What is home?

The current political climate is encouraging people to retreat into their comfort zones, to reject the foreign or unknown, so it may seem odd to be promoting an ideology that looks to the local. However, being connected to our own place can make us more mindful of land in general and the wider community of life of which we are part. Rather than putting up social and mental walls it can help us to orientate ourselves in the world and give us the courage and insight to change it.

Creative Place-Based Environmental Education, published this November, shows how schools can create spaces for students to grow into the world, engaging them through curiosity and work, interest and participation, resistance and enjoyment. In so doing, schools become creative hubs enriching the community, caring for nature, the landscape and place. The book draws on over twenty years of action-research by educators in Aurland, Sognafjord, Norway, and with the University of Life Sciences, Norway.

This hands-on approach embraces the whole locality as an inspiring educational resource. Design tools for developing place-based educational curricula are made globally relevant, with case studies from Norway, Ruskin Mill, Britain and Tanzania, and demonstrates that anchoring school curricula in place fosters creativity, co-operation, environmental awareness and integrity, while using the resources of place promotes learning, change and creativity between school and community.

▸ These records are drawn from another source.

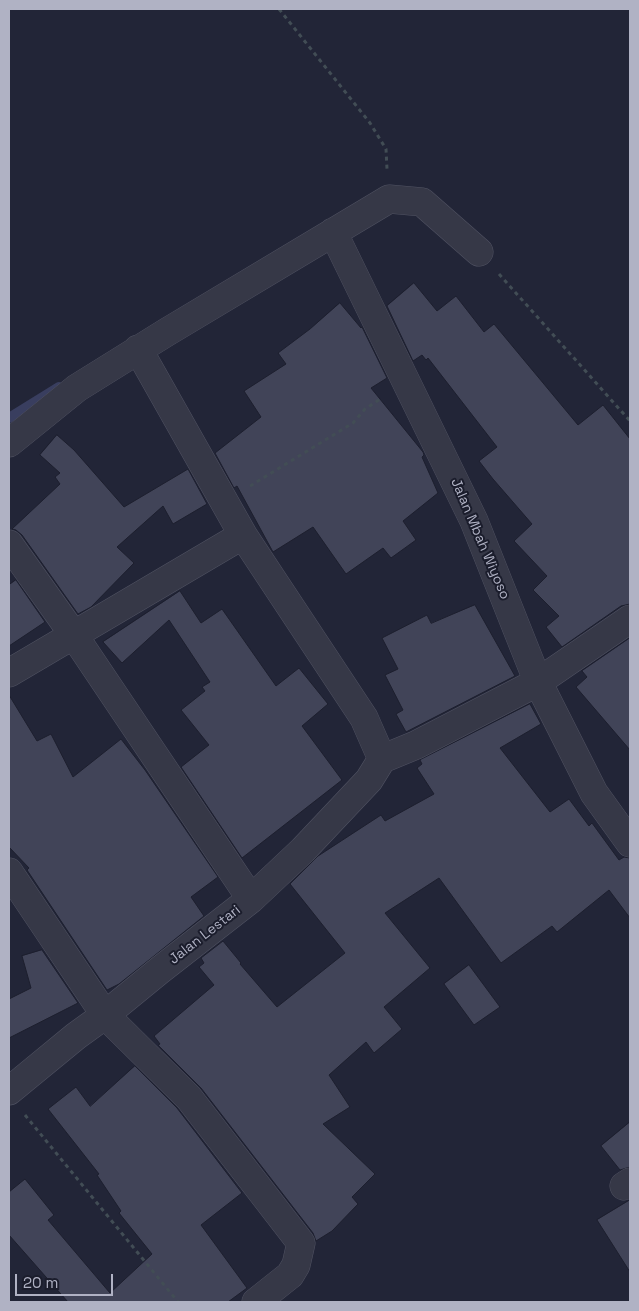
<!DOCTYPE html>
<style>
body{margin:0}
#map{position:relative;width:639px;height:1311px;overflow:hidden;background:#222537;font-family:"Space Grotesk",sans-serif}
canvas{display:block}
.frame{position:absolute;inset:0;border:10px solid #b0b2c4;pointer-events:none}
.scale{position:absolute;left:15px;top:1274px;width:98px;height:22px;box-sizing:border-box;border:2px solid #b0b2c4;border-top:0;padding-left:6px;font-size:15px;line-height:18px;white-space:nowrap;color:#b0b2c4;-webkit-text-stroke:4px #1b1d2c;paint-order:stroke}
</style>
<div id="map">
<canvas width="639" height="1311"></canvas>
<div class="frame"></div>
<div class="scale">20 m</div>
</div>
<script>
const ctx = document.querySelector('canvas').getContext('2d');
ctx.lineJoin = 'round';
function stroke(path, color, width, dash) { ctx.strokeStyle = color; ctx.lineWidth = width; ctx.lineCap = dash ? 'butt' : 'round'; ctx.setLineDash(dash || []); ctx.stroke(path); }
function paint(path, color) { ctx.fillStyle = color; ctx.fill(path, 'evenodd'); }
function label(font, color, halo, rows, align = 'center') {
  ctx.font = font + ' "Space Grotesk",sans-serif'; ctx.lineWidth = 4; ctx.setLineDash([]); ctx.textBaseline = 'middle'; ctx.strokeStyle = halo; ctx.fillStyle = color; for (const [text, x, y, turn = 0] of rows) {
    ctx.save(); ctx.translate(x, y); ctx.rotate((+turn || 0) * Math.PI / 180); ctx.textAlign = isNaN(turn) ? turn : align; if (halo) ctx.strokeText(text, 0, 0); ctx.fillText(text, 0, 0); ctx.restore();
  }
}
stroke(new Path2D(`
 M9 418 59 387`), '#393e5f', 10);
const building = new Path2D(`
 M414 283 437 311 456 296 484 332 494 324 578 425 603 405 630 439V604L621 606 562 647 546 627 559 616 533 590 547 576 514 541 532 524 493 479 479 461 497 447 428 358 426 360 422 355 413 361 387 306Z
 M340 303 361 328 362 327 387 378 371 388 423 452 424 455 422 457 438 493 403 521 416 540 391 558 383 548 346 574 313 527 273 552 237 486 234 488 215 453 261 417 244 391 286 364 278 353 310 329Z
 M57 435 74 450 124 507 188 469 207 504 173 524 163 506 117 547 134 563 91 607 78 614 22 535 16 530 12 529 60 484 55 477 60 473 40 455Z
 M16 580 45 622 9 646V585Z
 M180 591 201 623 222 609 276 686 299 668 328 704 302 726 342 780 242 858 181 767 209 745 181 710 205 691 202 687 210 682 169 620 122 663 103 642Z
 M475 605 515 676 406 732 396 714 403 710 385 675 398 669 382 638 427 615 431 623Z
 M630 638V750L576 687 587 677 582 671Z
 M9 695 37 741 51 734 73 777 121 739 145 770 218 877 191 897 204 916 119 984 107 990 27 870 29 868 9 847Z
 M530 704 541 724 500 748 550 812 569 799 589 826 592 823 619 860 624 857 630 858V918L609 890 557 932 552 926 501 963 439 878 385 913 430 968 384 1007 402 1029 374 1053 366 1042 329 1075 350 1107 323 1124 375 1174 352 1197 358 1204 332 1231 316 1241 313 1233 201 1088 158 1045 160 1044 154 1036 214 985 199 967 204 963 201 958 223 941 241 963 240 964 277 1007 345 953 290 884 318 856 381 815 385 821 434 794 417 768 422 764 420 760Z
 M42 950 78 1003 9 1038V999L31 988 22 956Z
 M469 965 500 1007 474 1025 444 984Z
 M135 1066 177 1108 242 1193 201 1225 247 1288 228 1302H68L9 1235V1192L25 1179 54 1215 48 1220 110 1293 152 1254 119 1213 121 1211 97 1175 99 1174 48 1109 76 1087 90 1106Z
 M630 1122V1167L620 1170 601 1146Z
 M630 1200V1272L597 1220Z`);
paint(building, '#414458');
stroke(building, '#1d1f2e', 1);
const minor = new Path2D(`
 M333 232 474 521 538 682 594 793 630 843
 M138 349 243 535
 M9 443 77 388 167 332 389 199 422 202 479 252
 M9 544 73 634 251 899
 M9 673 243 535 364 718 382 759 416 745 538 682 630 619
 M9 872 105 1015 189 1098 301 1243 296 1265 290 1275 256 1302
 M9 1091 76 1036 105 1015 160 970 251 899 303 850 369 780 382 759
 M624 1186 630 1182`);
stroke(minor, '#505262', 29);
stroke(new Path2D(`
 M279 9 370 123 386 149 387 169
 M499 274 630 421
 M250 486 353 423 365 409 382 398
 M25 1115 178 1302`), '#424d55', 3, [4, 4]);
stroke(minor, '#363847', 28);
label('14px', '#b0b2c4', '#1b1d2c', [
 ["Jalan Mbah Wiyoso",480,539,67],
 ["Jalan Lestari",205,935,-38]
]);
</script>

In his foreword, Douglas Forell Hulmes speaks movingly about his experience of meeting the authors of Creative Place-Based Environmental Education. 

The book is written with engaging stories, clear examples, interlaced with educational theory and practical suggestions and questions of what to consider when planning a program that may occur in drastically different settings and circumstances. Examples of other place-based programs are described that occur in National Parks in Great Britain, and in the traditional Maasai regions of Tanzania.

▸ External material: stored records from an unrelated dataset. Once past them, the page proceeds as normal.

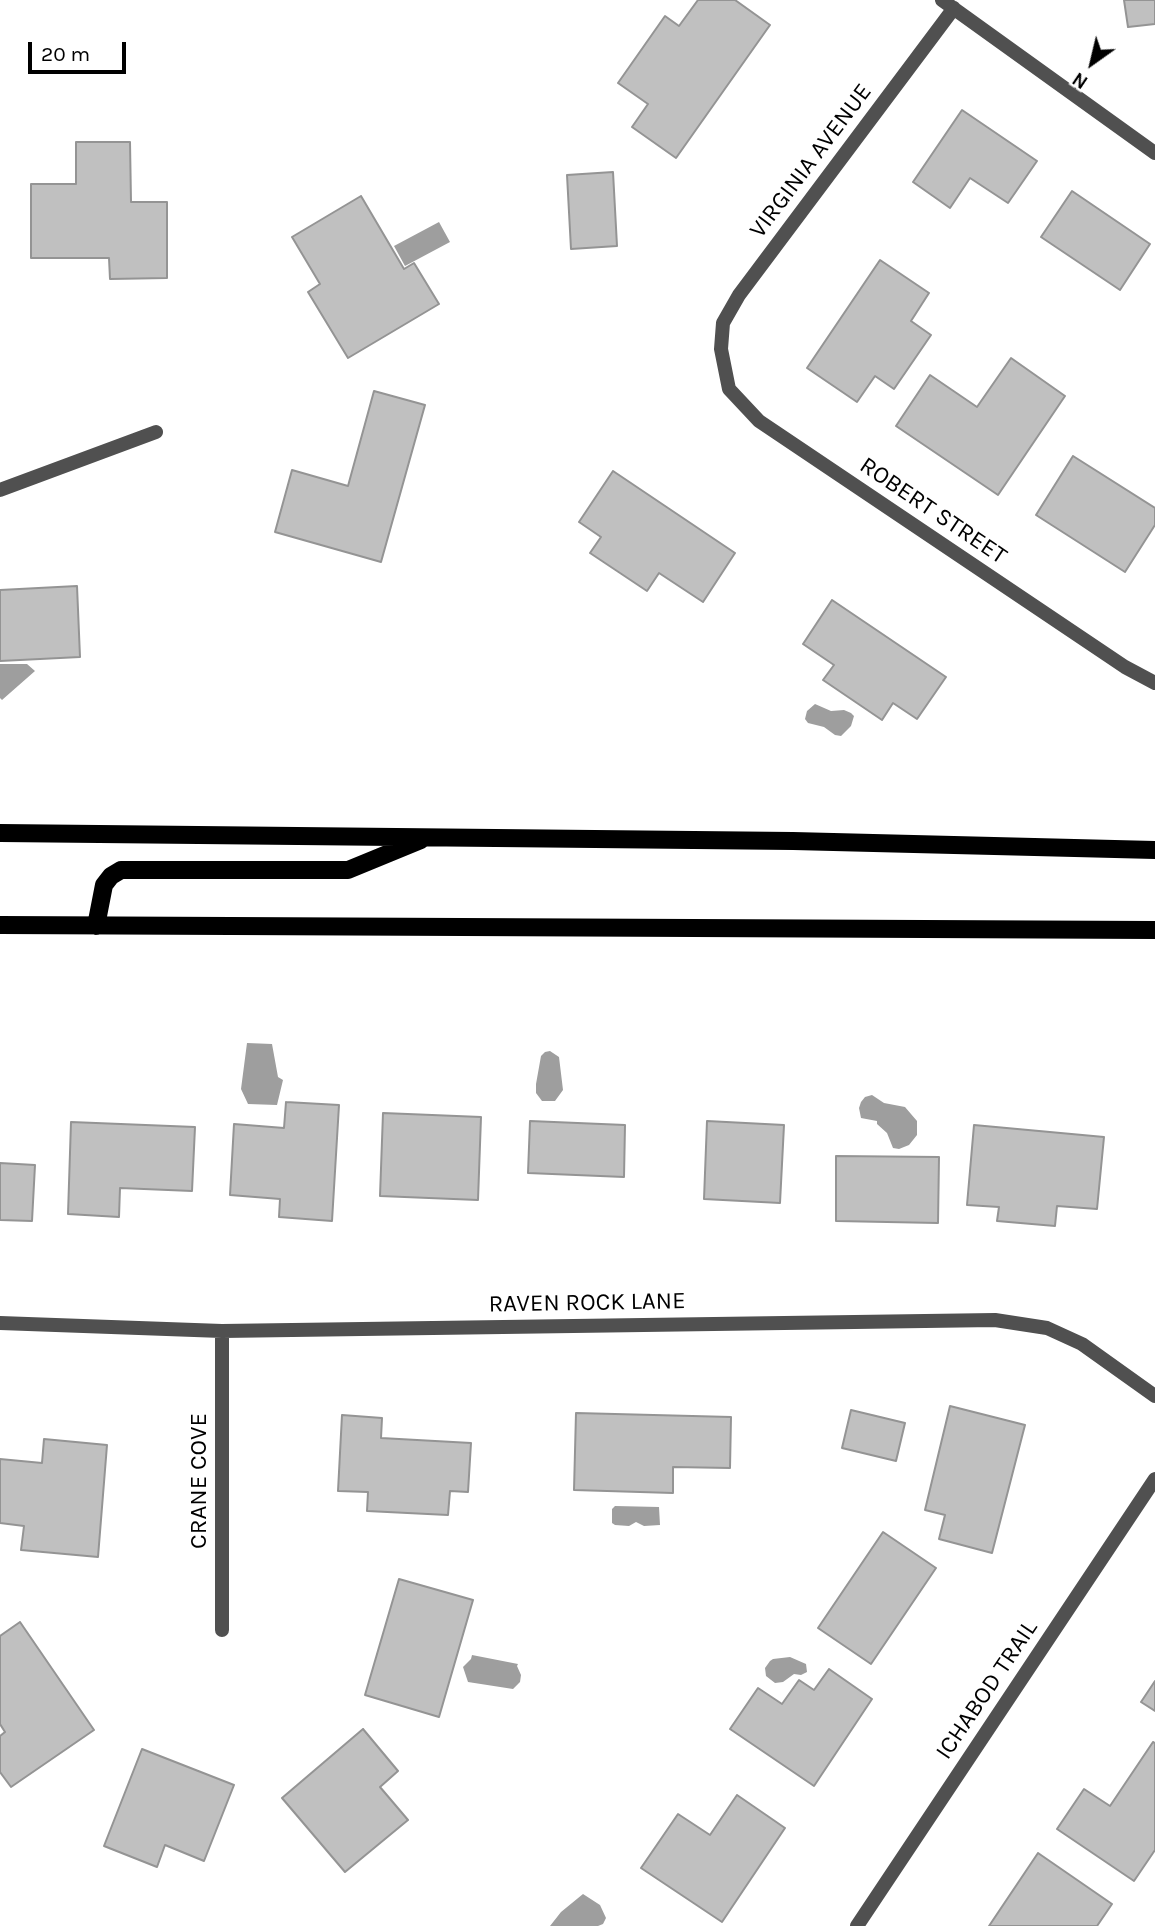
<!DOCTYPE html>
<html>
<head>
<meta charset="utf-8">
<style>
	body { margin:0 }
	#map { position:relative; width:1155px; height:1926px; overflow:hidden; background:#fff; font-family:Karla,sans-serif }
	canvas { display:block }
	.north { position:absolute; left:1057px; top:28px; width:70px; height:70px; -webkit-text-stroke:5px #fff; paint-order:stroke; rotate:214deg; font-size:19px; font-weight:700; line-height:28px; text-align:center; color:#000 }
	.north::after { content:''; display:block; margin:auto; width:24px; height:32px; background:#000; clip-path:polygon(50% 0,100% 100%,50% 72%,0 100%) }
	.scale { position:absolute; left:28px; top:42px; width:98px; height:32px; box-sizing:border-box; border:4px solid #000; border-top:0; padding-left:9px; font-size:21px; line-height:24px; white-space:nowrap; color:#000; -webkit-text-stroke:5px #fff; paint-order:stroke }
</style>
</head>
<body>
<div id="map">
<canvas width="1155" height="1926"></canvas>
<div class="north">N</div>
<div class="scale">20 m</div>
</div>
<script>
const g = document.querySelector('canvas').getContext('2d');
g.lineJoin = 'round';
function fill(path, color) {
  g.fillStyle = color;
  g.fill(path, 'evenodd');
}
function shape(rows) {
  const path = new Path2D();
  for (const r of rows) {
    path.moveTo(r[0], r[1]);
    for (let i = 2; i < r.length; i += 2) path.lineTo(r[i], r[i + 1]);
  }
  return path;
}
function strokePath(path, color, width, dash) {
  g.strokeStyle = color;
  g.lineWidth = width;
  g.lineCap = dash ? 'butt' : 'round';
  g.setLineDash(dash || []);
  g.stroke(path);
}
function write(font, color, halo, rows, align = 'center') {
  g.font = font + ' Karla,sans-serif';
  g.lineWidth = 6;
  g.setLineDash([]);
  g.textBaseline = 'middle';
  g.strokeStyle = halo;
  g.fillStyle = color;
  for (const [text, x, y, turn = 0] of rows) {
    g.save();
    g.translate(x, y);
    g.rotate((+turn || 0) * Math.PI / 180);
    g.textAlign = isNaN(turn) ? turn : align;
    if (halo) g.strokeText(text, 0, 0);
    g.fillText(text, 0, 0);
    g.restore();
  }
}
const water = shape([
	[439,222,450,242,405,266,394,246],
	[0,664,27,664,35,671,2,700,0,698],
	[815,704,831,711,844,710,851,713,854,716,851,726,841,736,835,735,824,727,808,723,805,719,807,711],
	[247,1043,272,1044,278,1077,283,1080,277,1105,248,1104,241,1089],
	[550,1051,559,1057,563,1090,555,1101,542,1101,536,1093,536,1084,541,1056,545,1052],
	[872,1095,884,1103,905,1107,917,1121,917,1135,909,1145,899,1149,893,1148,887,1133,877,1124,877,1121,861,1118,859,1108,861,1102,865,1097],
	[615,1506,659,1507,660,1525,644,1526,636,1522,629,1526,615,1525,612,1523,612,1509],
	[472,1655,518,1664,517,1666,521,1675,520,1682,513,1689,468,1682,463,1667,471,1659],
	[790,1657,806,1664,807,1672,801,1675,794,1674,783,1682,775,1683,766,1676,765,1668,770,1661,773,1659],
	[583,1894,600,1905,606,1918,603,1924,598,1926,550,1926,561,1912]
]);
const building = shape([
	[698,0,735,0,770,25,676,158,632,127,648,104,618,83,665,16,679,26,698,0],
	[1124,0,1155,0,1155,24,1128,27,1124,0],
	[962,110,1037,161,1008,203,970,178,950,208,913,182,962,110],
	[76,142,130,142,131,202,167,202,167,278,110,279,109,258,31,258,31,184,76,184,76,142],
	[613,172,617,246,571,249,567,175,613,172],
	[1072,191,1150,244,1120,290,1041,237,1072,191],
	[361,196,404,269,414,263,439,304,348,358,308,292,320,284,292,237,361,196],
	[880,260,929,293,911,321,931,335,894,389,875,376,857,402,807,368,880,260],
	[1011,358,1065,396,998,495,896,426,930,375,977,407,1011,358],
	[374,391,425,405,381,562,275,532,292,470,348,486,374,391],
	[1073,456,1155,508,1155,525,1125,572,1036,515,1073,456],
	[613,471,735,553,703,602,659,573,647,591,590,553,601,537,579,522,613,471],
	[77,586,80,657,0,661,0,590,77,586],
	[832,600,946,677,917,719,893,703,882,720,823,680,834,665,803,644,832,600],
	[286,1102,339,1105,332,1221,279,1217,280,1199,230,1195,234,1124,284,1128,286,1102],
	[383,1113,481,1117,478,1200,380,1196,383,1113],
	[530,1121,625,1125,624,1177,528,1173,530,1121],
	[707,1121,784,1125,780,1203,704,1199,707,1121],
	[71,1122,195,1127,192,1191,120,1188,119,1217,68,1214,71,1122],
	[974,1125,1104,1137,1097,1209,1057,1206,1055,1226,997,1221,999,1207,967,1205,974,1125],
	[836,1156,939,1157,938,1223,836,1221,836,1156],
	[0,1163,35,1165,32,1221,0,1220,0,1163],
	[950,1406,1025,1425,992,1553,939,1539,945,1515,925,1510,950,1406],
	[851,1410,905,1423,896,1461,842,1448,851,1410],
	[576,1413,731,1417,730,1468,673,1467,673,1493,574,1490,576,1413],
	[342,1415,382,1418,381,1438,471,1443,468,1492,450,1491,448,1515,367,1511,368,1492,338,1491,342,1415],
	[44,1439,107,1445,98,1557,21,1550,24,1526,0,1523,0,1459,42,1463,44,1439],
	[883,1532,936,1568,871,1664,818,1628,883,1532],
	[399,1579,473,1600,439,1717,365,1695,399,1579],
	[20,1622,94,1730,11,1787,0,1772,0,1736,5,1732,0,1724,0,1636,20,1622],
	[829,1669,872,1699,814,1786,730,1729,758,1688,782,1704,799,1680,814,1690,829,1669],
	[1155,1681,1155,1711,1141,1702,1155,1681],
	[363,1729,398,1771,380,1787,408,1820,345,1872,282,1798,363,1729],
	[1153,1742,1155,1743,1155,1850,1134,1881,1057,1829,1084,1789,1110,1806,1153,1742],
	[142,1749,234,1785,204,1861,165,1845,157,1867,104,1846,142,1749],
	[737,1795,785,1828,722,1922,641,1868,678,1814,710,1835,737,1795],
	[1038,1853,1112,1904,1097,1926,989,1926,1038,1853]
]);
const street = shape([
	[942,0,1155,153],
	[954,8,739,295,723,323,721,349,729,389,759,421,1125,667,1155,683],
	[0,490,156,432],
	[0,1323,222,1331,995,1320,1047,1328,1082,1344,1155,1396],
	[222,1630,222,1331],
	[857,1926,1155,1479]
]);
const primary = shape([
	[0,833,793,841,1155,850],
	[0,925,1155,930],
	[96,926,104,885,111,876,121,870,348,870,421,840]
]);
const streetNames = [
	["VIRGINIA AVENUE",811,161,-53],
	["ROBERT STREET",933,511,34],
	["RAVEN ROCK LANE",587,1303,-1],
	["CRANE COVE",199,1481,-90],
	["ICHABOD TRAIL",987,1690,-56]
];
fill(water, '#9e9e9e');
fill(building, '#c0c0c0');
strokePath(building, '#949494', 2);
strokePath(street, '#505050', 14);
strokePath(primary, '#000', 18);
write('24px', '#000', '#fff', streetNames);
</script>
</body>
</html>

Throughout the world there is a growing trend towards nationalism and a reluctance to think globally. Due to climatic change, sea level will rise, displacing large populations of people who will need to be relocated. At the same time, education is focusing on national and global standards that may or may not focus on what needs to be learned and understood if we are to work towards a more sustainable future and a people who also have learned what it means to belong. I believe this book can provide a common ground between educational standards coming from the top, to information, experience, wisdom and creativity that comes from the local and regional environments.

I have visited Aurland and the Sogn Jord Haggebruksskule many times with my students. I consider their project to be one of the most exciting and comprehensive place-based programs that I have encountered. I can visualize the thematic gardens raised by the children, the farm where the older students milk the goats and learn how to care for the animals, the local school, community and landscape, which no doubt influences a biased perspective. One of my challenges in writing the foreword is how I can possibly capture in words the emotions I have experienced with the landscape and cultural connection that I have experienced by being there. I deeply understand what the authors are attempting to explain, and I personally enjoyed the dance between theory, curriculum, and story. I believe the uniqueness of this book is the interface and intertwining of theory, practice and place that involves asking significant questions related to place-based sustainability, agriculture and education. For me, it also focuses on:

1.  What is Home?
2.  How can learning how local foods are grown and produced help people discover what does it mean to belong?
3.  How do teachers get students to care?

Creative Place-based Environmental Education: Children and Schools as Ecopreneurs for Change, by Jorunn Barane, Aksel Hugo, Morten Clemetsen, foreword by Douglas Forell Hulmes.